With a strategy like this, there is no point in paying attention to those who have left and Russian speakers who are not going to return and who prefer to be patriots of Ukraine. They are not the opposition’s electorate, not your social support. Therefore, if Yashin, Kara-Murza and Navalnya hound the RVC out of their next rally, it would be a strong statement about who is part of their vision for Russia.
It is unlikely that the opposition will return to Russia in the foreseeable future. But making that the goal is the only way they will ever be able to take political responsibility for their country’s aggression. Anything else would just be empty words. Apart from the costs of dubious allies, the main obstacle is the lack of examples of when the Russian opposition can confidently say they represented their own.

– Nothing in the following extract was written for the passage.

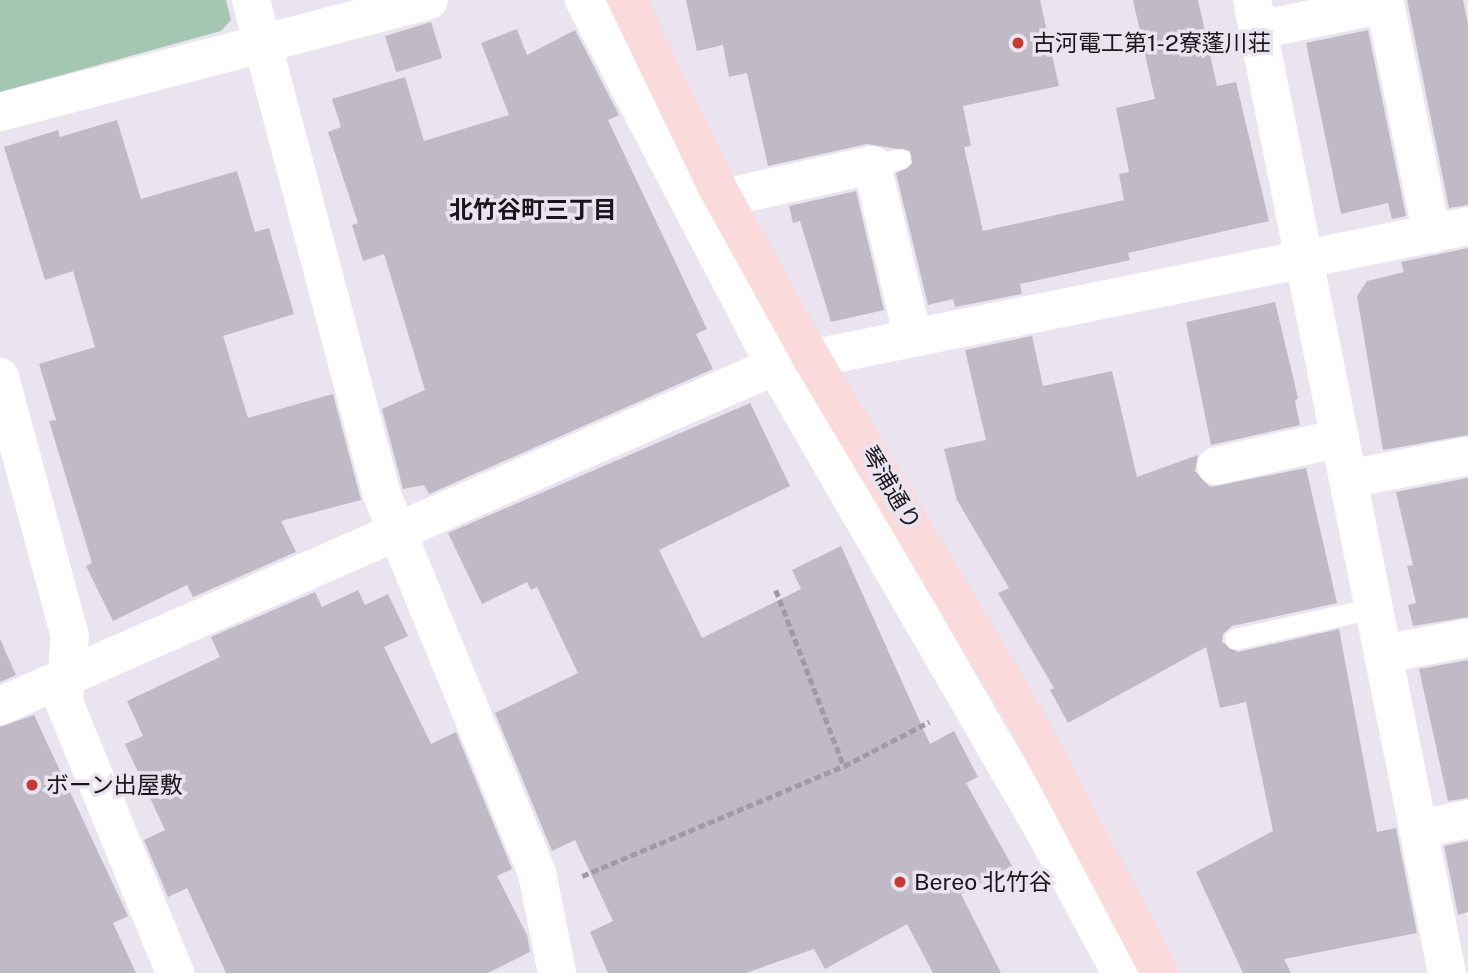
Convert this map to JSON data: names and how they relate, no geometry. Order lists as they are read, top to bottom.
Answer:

The second is to forget about Russia and turn into a European political party fighting for the interests of the Russian diaspora. Here the logic of choosing partners will differ, although contacts with pan-Slavists will repel leftists and liberals. This path smacks of visionaryism, but if there are people, grassroots solidarity networks, and a common information space, why can't all this be used for a new political platform?
But there is a third way which is, unfortunately, the most realistic one: The Russian opposition could remain an amorphous diasporic group that is more concerned about its survival than any actual political struggle.